[Stored items from a collection]

= Beginning of Section =

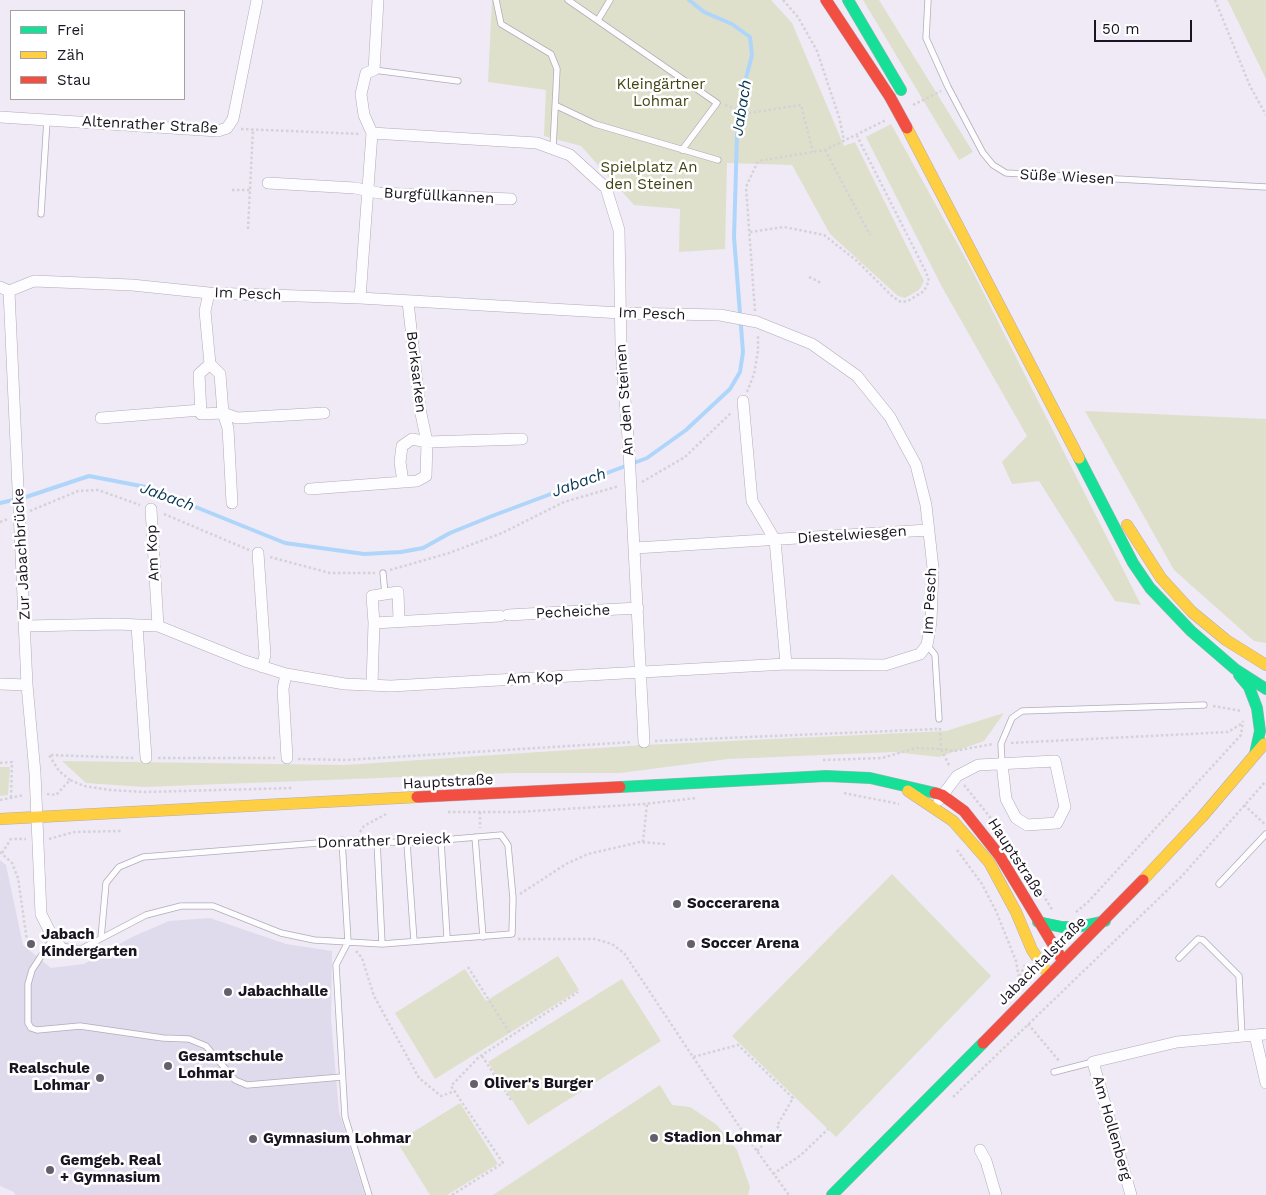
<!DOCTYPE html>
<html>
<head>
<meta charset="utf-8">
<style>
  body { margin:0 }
  #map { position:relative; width:1266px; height:1195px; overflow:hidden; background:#efeaf6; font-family:"Work Sans",sans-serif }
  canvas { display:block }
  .legend { position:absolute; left:10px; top:10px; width:175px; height:90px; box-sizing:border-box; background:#fff; border:1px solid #a3a1a6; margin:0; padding:6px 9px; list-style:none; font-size:15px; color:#191420 }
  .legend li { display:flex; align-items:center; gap:10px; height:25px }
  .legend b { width:25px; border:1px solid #a3a1a6 }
  .scale { position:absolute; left:1094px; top:20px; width:98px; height:22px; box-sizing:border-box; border:2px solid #191420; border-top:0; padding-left:6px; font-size:15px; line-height:18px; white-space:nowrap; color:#191420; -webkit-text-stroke:4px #fff; paint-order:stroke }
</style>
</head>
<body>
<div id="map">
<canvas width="1266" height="1195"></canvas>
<ul class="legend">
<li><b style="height:6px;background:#16e098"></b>Frei</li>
<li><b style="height:6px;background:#ffcf43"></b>Zäh</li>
<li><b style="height:6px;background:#f24e42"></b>Stau</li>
</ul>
<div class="scale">50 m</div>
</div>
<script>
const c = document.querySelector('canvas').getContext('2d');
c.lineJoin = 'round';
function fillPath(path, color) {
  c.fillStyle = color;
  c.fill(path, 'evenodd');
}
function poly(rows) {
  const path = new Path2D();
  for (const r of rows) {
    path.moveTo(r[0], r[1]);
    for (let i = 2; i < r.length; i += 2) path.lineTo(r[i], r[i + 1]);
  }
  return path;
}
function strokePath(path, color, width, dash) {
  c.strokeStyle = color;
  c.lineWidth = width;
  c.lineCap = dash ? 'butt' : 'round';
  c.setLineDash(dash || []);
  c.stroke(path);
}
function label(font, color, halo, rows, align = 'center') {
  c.font = font + ' "Work Sans",sans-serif';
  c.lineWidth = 5;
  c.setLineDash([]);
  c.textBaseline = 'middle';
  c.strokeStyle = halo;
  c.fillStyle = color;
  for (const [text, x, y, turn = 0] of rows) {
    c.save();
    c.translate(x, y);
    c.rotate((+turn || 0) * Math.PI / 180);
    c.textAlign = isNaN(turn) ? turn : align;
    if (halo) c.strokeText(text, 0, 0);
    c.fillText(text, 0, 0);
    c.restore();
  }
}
fillPath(poly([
  [0,860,6,865,23,945,51,968,84,964,132,937,169,921,210,918,286,944,332,951,331,1019,339,1112,365,1195,15,1195,14,1192,0,1186]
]), '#dfdbec');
fillPath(poly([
  [492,0,771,0,792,23,844,146,855,142,924,281,919,290,905,298,898,296,830,234,792,165,727,163,725,249,679,252,680,209,634,205,581,146,544,136,546,90,488,82],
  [863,0,879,0,973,152,959,160],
  [1227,0,1266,0,1266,79,1228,1],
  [891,124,972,270,1141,605,1115,601,1039,481,1012,484,1002,462,1027,436,942,287,866,137],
  [1085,411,1266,419,1266,643,1254,641,1174,570],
  [1004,713,984,741,939,757,894,752,728,759,620,773,509,773,144,787,86,783,62,761,345,765,644,745,946,731],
  [0,767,10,767,8,795,0,796],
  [892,874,991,976,836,1137,732,1036],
  [558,956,579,990,435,1079,395,1013,465,969,486,1001],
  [622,979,661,1041,528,1125,488,1062],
  [660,1085,672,1105,690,1107,717,1125,737,1150,750,1187,748,1195,493,1195],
  [460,1103,498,1164,447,1195,430,1195,397,1142]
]), '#dee0cb');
strokePath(poly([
  [0,503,26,497,89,476,146,487,285,543,364,554,401,552,423,548,450,533,492,516,647,458,686,430,730,389,740,372,743,352,734,237,737,135,744,86,752,55,750,37,732,24,704,12,689,0]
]), '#afd6fa', 4);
const lane = poly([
  [496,0,501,24,551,54,557,69,553,148],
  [568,0,717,103,682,150],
  [928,0,926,38,948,87,983,153,993,165,1006,173,1266,187],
  [598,20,610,0],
  [374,70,458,81],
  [557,106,595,124,718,160],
  [41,214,47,120],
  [383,573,385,594],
  [927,645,935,655,939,719],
  [1002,764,1001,744,1012,718,1022,711,1204,705],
  [475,837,483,937],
  [342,840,348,942,336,965,345,1117,369,1195],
  [377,841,382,944],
  [441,841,447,937],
  [407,843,414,941],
  [1219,884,1266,834],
  [53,938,32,970,28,984,28,1023,31,1028,37,1030,80,1026,163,1038,189,1039,206,1046,235,1080,247,1085,342,1077],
  [60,946,81,949,146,915,181,906,213,906,281,933,314,940,382,944,512,934,513,898,508,845,501,835,407,843,356,840,143,857,119,867,106,883,101,938],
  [1179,958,1198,939,1203,940,1239,976,1242,1037],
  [1054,1072,1093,1062]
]);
const street = poly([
  [0,117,218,131,227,128,233,119,257,0],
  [372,133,537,143,570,155,606,188,619,230,621,348,629,451,644,742],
  [268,183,355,188,379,193,511,199],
  [0,287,9,291,34,281,132,285,209,293,360,298,621,313,720,315,757,322,812,344,857,376,890,417,916,465,926,505,933,568,931,622,927,645,920,654,885,665,786,664,391,686,345,684,286,674,245,661,158,626,118,624,26,626],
  [9,291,27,685,35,773,41,914,53,938,60,946],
  [209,293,205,311,210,364],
  [360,298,372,133,364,115,361,94,366,73,374,70,378,0],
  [743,401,752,501,775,540,786,664],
  [101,418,201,410],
  [403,482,400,462,402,446,412,439,427,442,522,439],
  [310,489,417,481,426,476,427,442,420,409,408,302],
  [232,503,228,428,223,413,220,374,210,364,199,374,201,414,223,413,237,418,324,413],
  [151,509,158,626],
  [635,548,928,530],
  [258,553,265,655,262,667],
  [508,615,638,608],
  [374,623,372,596,398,592,399,620],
  [137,626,146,758],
  [286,674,283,689,287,758],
  [0,684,27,685],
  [372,685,374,623,500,616],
  [939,800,957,776,978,765,1055,761,1065,807,1057,823,1027,825,1016,818,1006,799,1002,764],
  [1255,1035,1266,1083],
  [980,1150,986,1161,996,1195],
  [1131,1195,1093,1062,1177,1042,1266,1034]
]);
const fast = poly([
  [848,0,901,90],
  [1079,458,1133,563,1150,588,1191,631,1235,669,1266,689],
  [1239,675,1249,687,1257,708,1260,731,1255,754],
  [620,787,826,776,870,778,935,793],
  [1038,922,1062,927,1078,927,1105,921],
  [832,1195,983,1043]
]);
const slow = poly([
  [907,128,1079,458],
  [1127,525,1161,578,1192,612,1226,640,1266,665],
  [908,791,953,821,989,862,1016,912,1032,950,1049,975],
  [0,819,417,797],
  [1143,880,1202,817,1264,744]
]);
const jam = poly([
  [826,0,890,97],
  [935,793,942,795,964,811,999,855,1063,961],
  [417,797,620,787],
  [983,1043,1143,880]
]);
strokePath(lane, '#b1acb7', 7);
strokePath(street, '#b1acb7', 12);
strokePath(fast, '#b1acb7', 12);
strokePath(slow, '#b1acb7', 12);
strokePath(jam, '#b1acb7', 12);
strokePath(poly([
  [783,0,798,17,817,51,839,117,844,140],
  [1215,0,1250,86,1266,115],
  [725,105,749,113,801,105,813,152],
  [913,105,941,91],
  [241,129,361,134],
  [825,150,870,235],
  [232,190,250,190],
  [248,229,253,129],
  [750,232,784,227,824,235,857,261,893,297,901,302,908,301,924,291,929,281,926,272,857,136],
  [809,277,818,281,821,284],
  [755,311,746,187,758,161,825,150,886,120],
  [747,392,754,374,758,351,758,334],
  [642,482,685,457,732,412],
  [30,511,78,491,98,490,140,505],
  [164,514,249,550],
  [0,522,8,519],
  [270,557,330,573,375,573],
  [390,570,449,553,502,533,564,502,619,486],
  [1213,706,1242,711],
  [940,728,941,749,954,751,993,744],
  [655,741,937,729],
  [1011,743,1228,732,1241,724],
  [158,758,275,758],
  [298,759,346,760,632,742],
  [823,760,882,758,916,748,941,749,950,767],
  [0,763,12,762,11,798],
  [70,780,59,771,49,755,135,758],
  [964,785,1011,843,1053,911],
  [844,793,899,804],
  [47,794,56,795,70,780,84,786,110,790,145,792,293,788],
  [0,800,24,795],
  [1244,805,1266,825],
  [448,812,518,812,644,804,697,798],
  [480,812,480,828],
  [360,832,364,826,386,814],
  [49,839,74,832,121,831],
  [643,842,647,804],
  [957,850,982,884,996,911,1016,961,1019,978,1022,982],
  [0,852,12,863,18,878,27,941],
  [2,853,11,839,26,839],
  [520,894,566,864,588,854,640,842,665,844],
  [1076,912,1088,902,1241,735,1243,721],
  [518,939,595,939,612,944,624,953,693,1057,738,1045,793,1098,777,1126,782,1133,775,1138],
  [356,951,362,958,374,996,419,1078,441,1096,455,1091],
  [468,967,511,1035],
  [1014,990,1025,965],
  [1028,1024,1060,1062],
  [482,1056,511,1100],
  [693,1057,743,1132,789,1195],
  [953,1097,1182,876,1266,781],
  [731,1139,743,1132],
  [757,1151,762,1146],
  [773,1174,801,1155,828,1129],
  [452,1195,503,1163,451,1086,479,1057,578,992]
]), '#d4d2d7', 2.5, [2.5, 2.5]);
strokePath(lane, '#fdfcfe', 5.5);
strokePath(street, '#fdfcfe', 11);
strokePath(fast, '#16e098', 11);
strokePath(slow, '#ffcf43', 11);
strokePath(jam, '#f24e42', 11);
const jamBridge = poly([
  [890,97,907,128]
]);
strokePath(jamBridge, '#b1acb7', 12, []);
strokePath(jamBridge, '#f24e42', 11);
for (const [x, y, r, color] of [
  [677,904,5,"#645f6b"],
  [31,944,5,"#645f6b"],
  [691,944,5,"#645f6b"],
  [228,992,5,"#645f6b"],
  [168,1066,5,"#645f6b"],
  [100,1078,5,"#645f6b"],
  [474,1084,5,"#645f6b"],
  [654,1138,5,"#645f6b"],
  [253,1139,5,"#645f6b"],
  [50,1170,5,"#645f6b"]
]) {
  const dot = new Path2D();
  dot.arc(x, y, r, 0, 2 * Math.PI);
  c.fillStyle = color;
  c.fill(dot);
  strokePath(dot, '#fff', 2);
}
label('15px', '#404512', '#fff', [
  ["Kleingärtner",661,85],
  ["Lohmar",661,102],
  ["Spielplatz An",649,168],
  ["den Steinen",649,185]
]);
label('15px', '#191420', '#fff', [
  ["Altenrather Straße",150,125,3],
  ["Süße Wiesen",1067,177,3],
  ["Burgfüllkannen",439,196,3],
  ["Im Pesch",248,294,2],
  ["Im Pesch",652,314,2],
  ["Borksarken",416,372,83],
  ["An den Steinen",625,400,-94],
  ["Diestelwiesgen",852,535,-4],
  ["Am Kop",153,553,-93],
  ["Zur Jabachbrücke",22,554,-93],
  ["Im Pesch",930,601,-87],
  ["Pecheiche",573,612,-3],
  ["Am Kop",535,678,-3],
  ["Hauptstraße",448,782,-3],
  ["Donrather Dreieck",384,841,-2],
  ["Hauptstraße",1016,858,57],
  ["Jabachtalstraße",1042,961,-45],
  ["Am Hollenberg",1112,1128,74]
]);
label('bold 15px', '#191420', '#fff', [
  ["Soccerarena",687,904],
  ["Jabach",41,935],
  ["Kindergarten",41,952],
  ["Soccer Arena",701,944],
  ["Jabachhalle",238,992],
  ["Gesamtschule",178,1057],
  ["Lohmar",178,1074],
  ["Realschule",90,1069,"right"],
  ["Lohmar",90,1086,"right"],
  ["Oliver's Burger",484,1084],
  ["Stadion Lohmar",664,1138],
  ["Gymnasium Lohmar",263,1139],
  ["Gemgeb. Real",60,1161],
  ["+ Gymnasium",60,1178]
], 'left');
label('italic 16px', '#053553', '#fff', [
  ["Jabach",742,108,-81],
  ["Jabach",579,483,-20],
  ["Jabach",167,497,20]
]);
</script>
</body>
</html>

= End of Section =

[WHAT THIS TASK INVOLVES]: Whenever a line of the entries contains the string "function", copy that line.

[RESPONSE AREA]:
function fillPath(path, color) {
function poly(rows) {
function strokePath(path, color, width, dash) {
function label(font, color, halo, rows, align = 'center') {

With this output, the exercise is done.